• EXERCISE AIM: What lines in the following entries hold the word "荔枝嶺路"? Copy each one.

[Data entries]
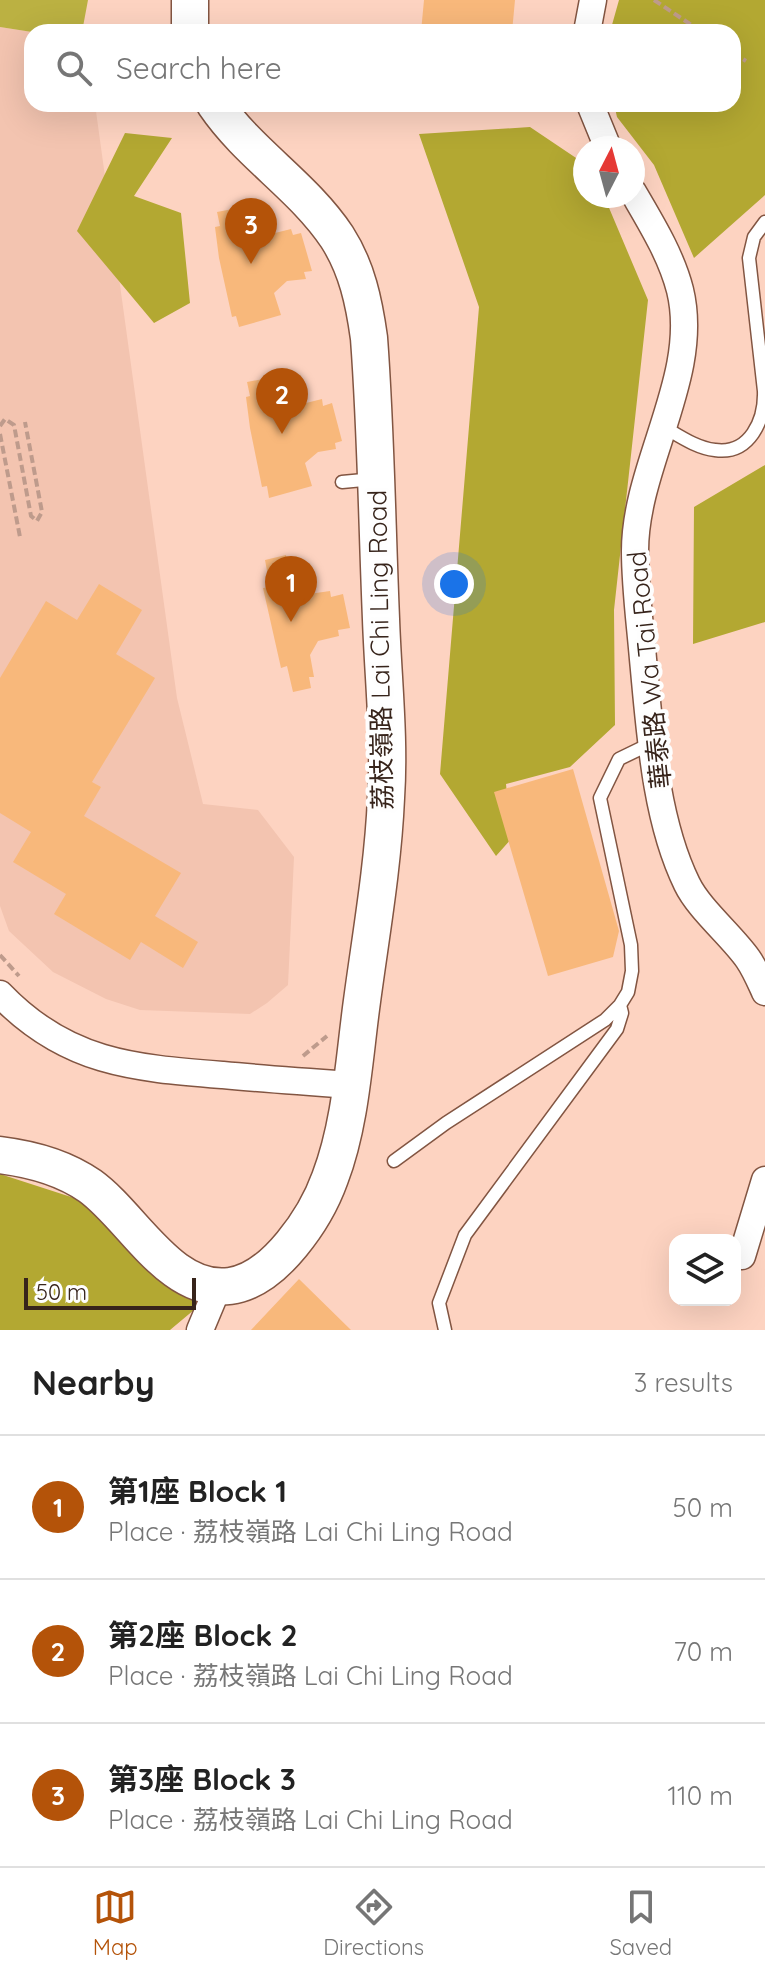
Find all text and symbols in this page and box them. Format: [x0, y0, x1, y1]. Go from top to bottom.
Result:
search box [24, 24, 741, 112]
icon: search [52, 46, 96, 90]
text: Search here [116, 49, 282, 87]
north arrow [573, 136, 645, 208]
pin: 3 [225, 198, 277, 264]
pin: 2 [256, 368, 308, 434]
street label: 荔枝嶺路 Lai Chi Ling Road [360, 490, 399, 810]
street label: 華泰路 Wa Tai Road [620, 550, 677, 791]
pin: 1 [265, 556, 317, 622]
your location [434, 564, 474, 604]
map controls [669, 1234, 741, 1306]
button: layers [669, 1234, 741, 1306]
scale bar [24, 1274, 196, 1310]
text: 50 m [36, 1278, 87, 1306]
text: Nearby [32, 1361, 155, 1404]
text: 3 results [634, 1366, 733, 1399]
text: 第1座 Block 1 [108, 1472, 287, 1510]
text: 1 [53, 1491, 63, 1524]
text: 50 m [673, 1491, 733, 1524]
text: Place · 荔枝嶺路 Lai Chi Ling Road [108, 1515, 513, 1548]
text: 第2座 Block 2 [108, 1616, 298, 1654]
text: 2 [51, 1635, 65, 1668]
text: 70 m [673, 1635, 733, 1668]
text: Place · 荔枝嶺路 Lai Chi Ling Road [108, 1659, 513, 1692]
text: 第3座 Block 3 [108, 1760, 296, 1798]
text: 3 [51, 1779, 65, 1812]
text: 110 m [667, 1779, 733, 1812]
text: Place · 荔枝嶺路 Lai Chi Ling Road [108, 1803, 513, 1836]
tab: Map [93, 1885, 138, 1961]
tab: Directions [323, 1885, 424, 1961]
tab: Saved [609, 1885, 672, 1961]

• OUTPUT OF THE EXERCISE:
street label: 荔枝嶺路 Lai Chi Ling Road [360, 490, 399, 810]
text: Place · 荔枝嶺路 Lai Chi Ling Road [108, 1515, 513, 1548]
text: Place · 荔枝嶺路 Lai Chi Ling Road [108, 1659, 513, 1692]
text: Place · 荔枝嶺路 Lai Chi Ling Road [108, 1803, 513, 1836]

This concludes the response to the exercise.